Era noite em seu pensamento, bem próximo da meia-noite, e ela bordava cores brandas no tecido de tramas, sentada na direção da brisa que invadia o quarto de costura pela janela semi-aberta. O coração mergulhava na emoção da seqüência de fados delicadamente escolhidos por sua tia de alma portuguesa, que costurava lenços de saudades em silêncio.
Um grito na esquina da tarde quase carbonizada atraiu-a de volta ao volante. Num reflexo pisou no freio e, calmamente, desviou o carro de dois homens que agitavam os braços numa aparente discussão. Raramente se irritava com o trânsito. Naquele dia então, as marcas invisíveis deixadas em sua pele e as vestes de ternura que vestiam seu espírito a mantinham em estado de elevação.
Voltou ao quarto de costura para recompor sua perdoável aflição. Enquanto bordava, sem dar muita atenção aos fios, pensava com o coração acelerado no dia que amanheceria inebriado pela espera, que se derramaria lenta feito areia clara numa ampulheta dourada. Espera por alguém que sabia que ela sabia, mas sequer a conhecia. Alguém que a percebia nas marcas encontradas em antigas fotografias.
Nesse exato momento o semáforo de três tempos apagou a lâmpada amarela de alerta e fez com que a fila de carros parasse diante do proibitivo vermelho. A mudança de cores luminosas lá no alto trouxe de volta aos olhos dela, os olhos fugidios dele. Eram os mesmos olhos que a haviam fitado num sonho quase real sonhado anos antes. Eram eles que falavam com ela enternecidos com sua dor.
No sonho, os olhos que pareciam transcendentes, de uma indescritível cor de reflexo solar na superfície de um rio musgoso e profundo, pediam impacientes que ela vivesse. Que vencesse aquele espaço sem tempo de lágrimas e se permitisse beber a vida com a sede dos imortais. E ela chorava compulsivamente. Não sabia como fazê-lo, apenas sentia a tristeza permear sua alma vestida de trapos.

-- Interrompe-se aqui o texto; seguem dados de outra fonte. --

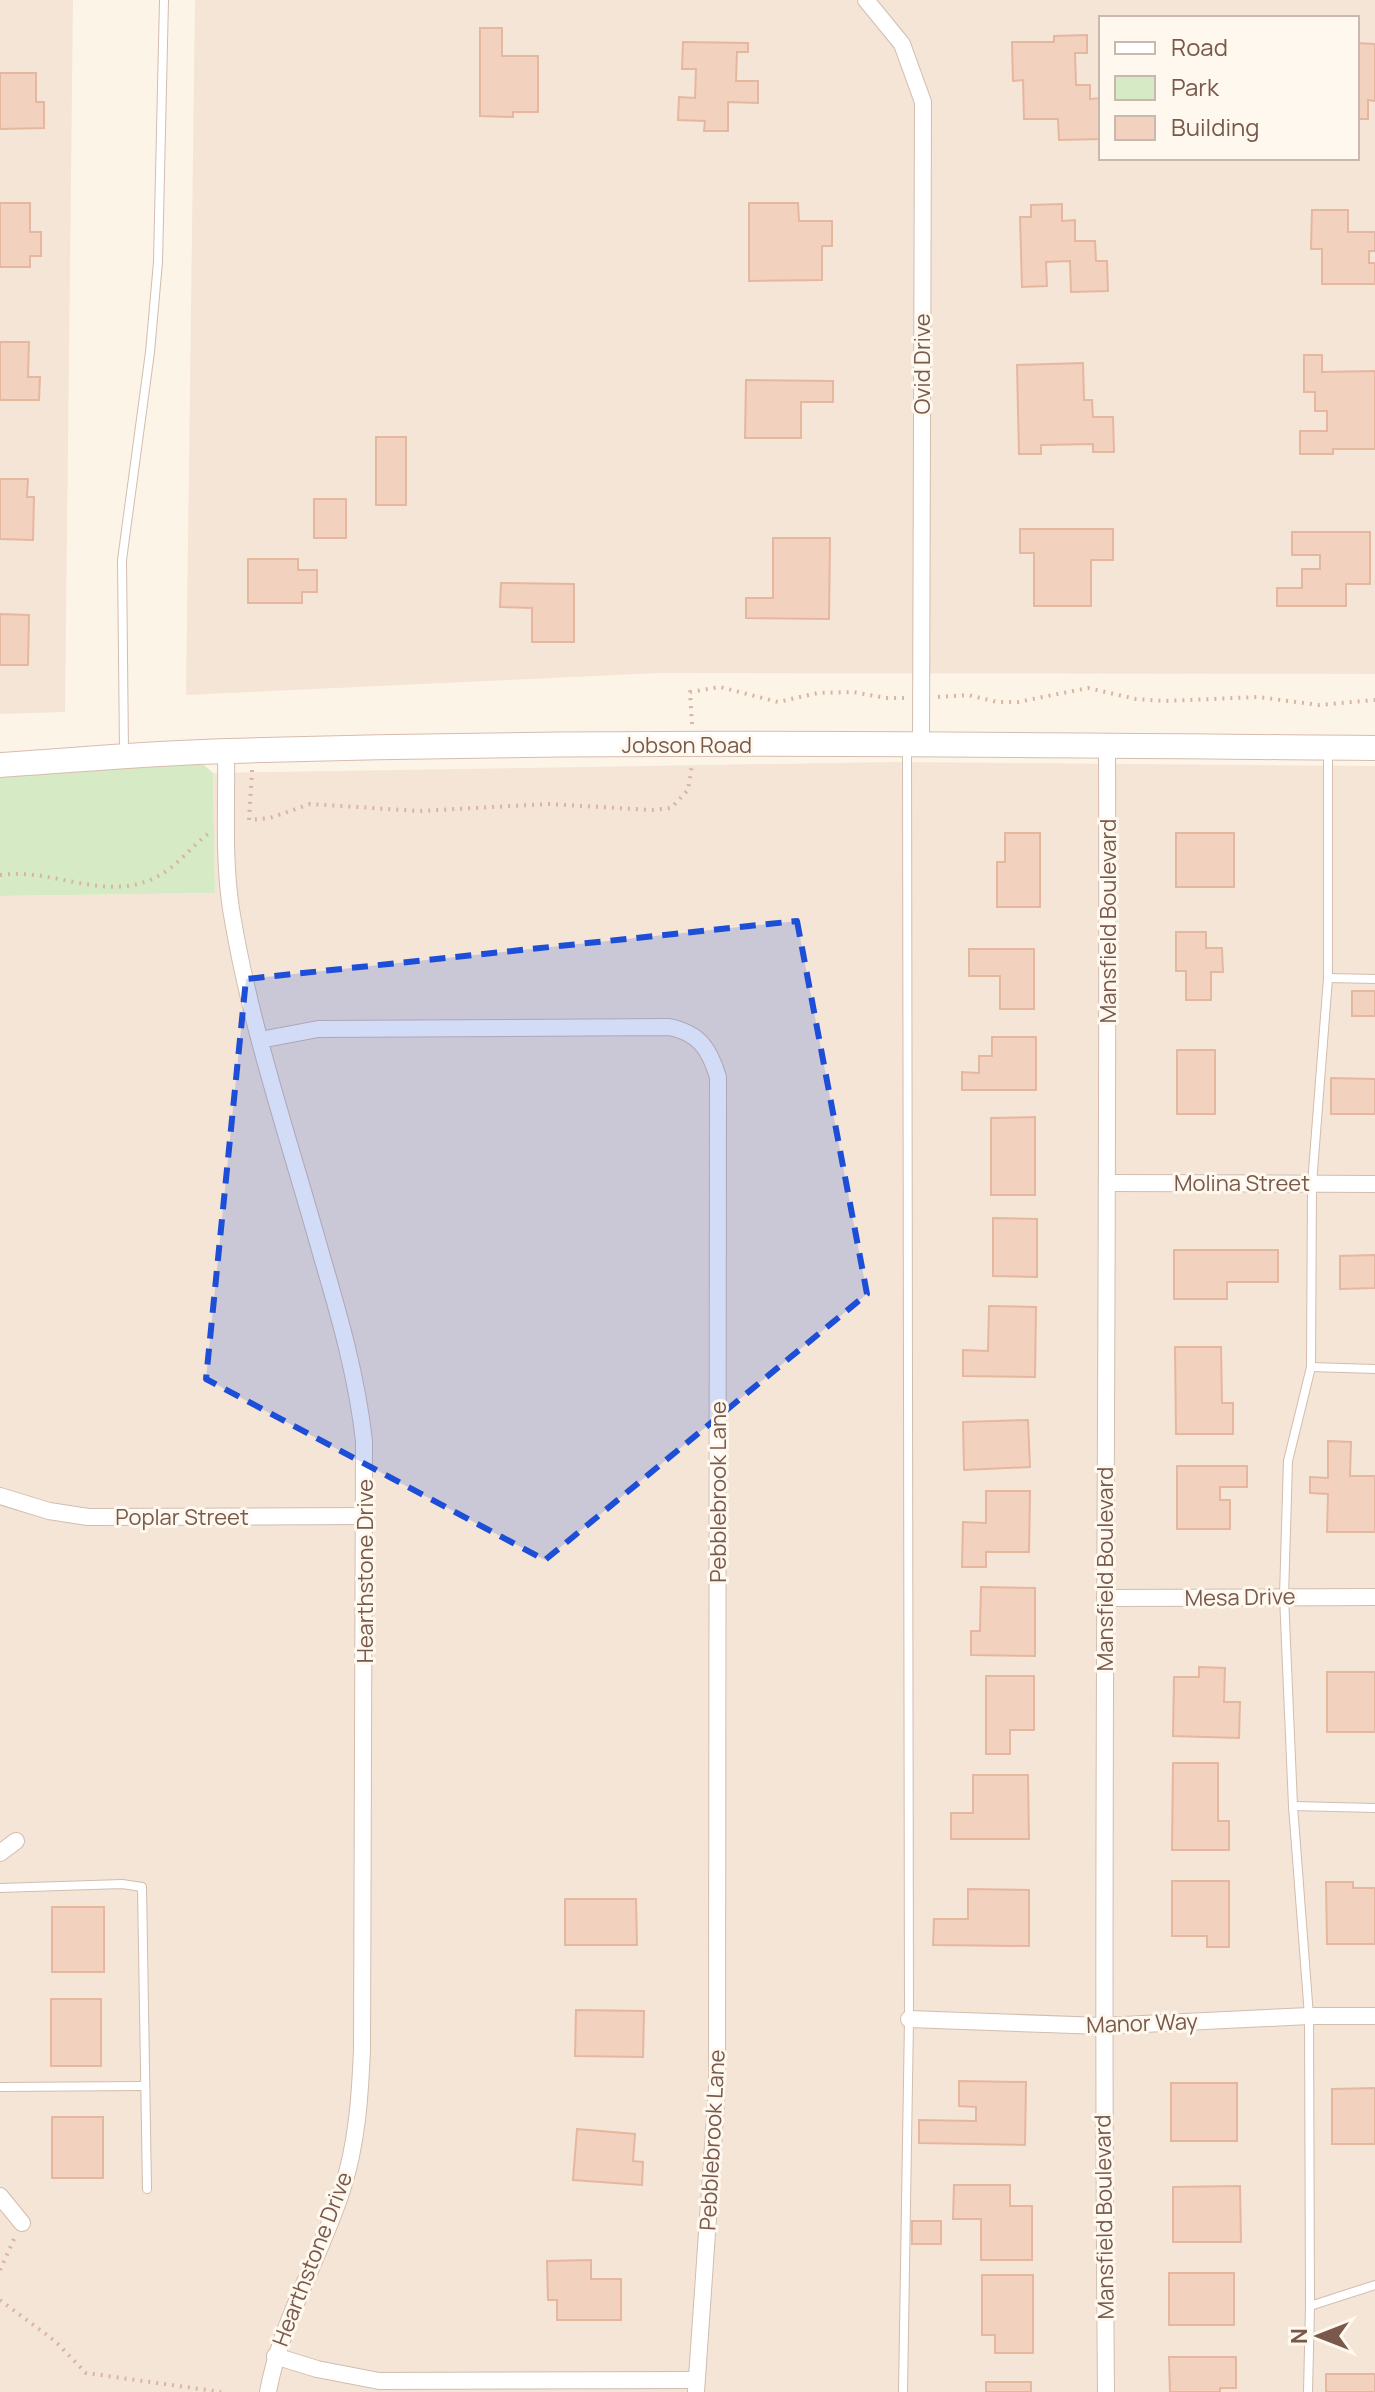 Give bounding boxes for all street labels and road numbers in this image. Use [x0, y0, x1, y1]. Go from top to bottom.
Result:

A lâmpada verde do semáforo a fez seguir. Estava aberto o caminho e ela o queria por inteiro. Dali em diante não importaria a distância, e o impossível lhe parecia tênue ilusão dos sentidos. Ela queria mais... Queria saciar sua fome de menina com o que ele sabia que ela sabia. E ela agora sentia que ele também sabia. Eram sábios de si enquanto carne e espírito que se espreitam por entre a luz das estrelas.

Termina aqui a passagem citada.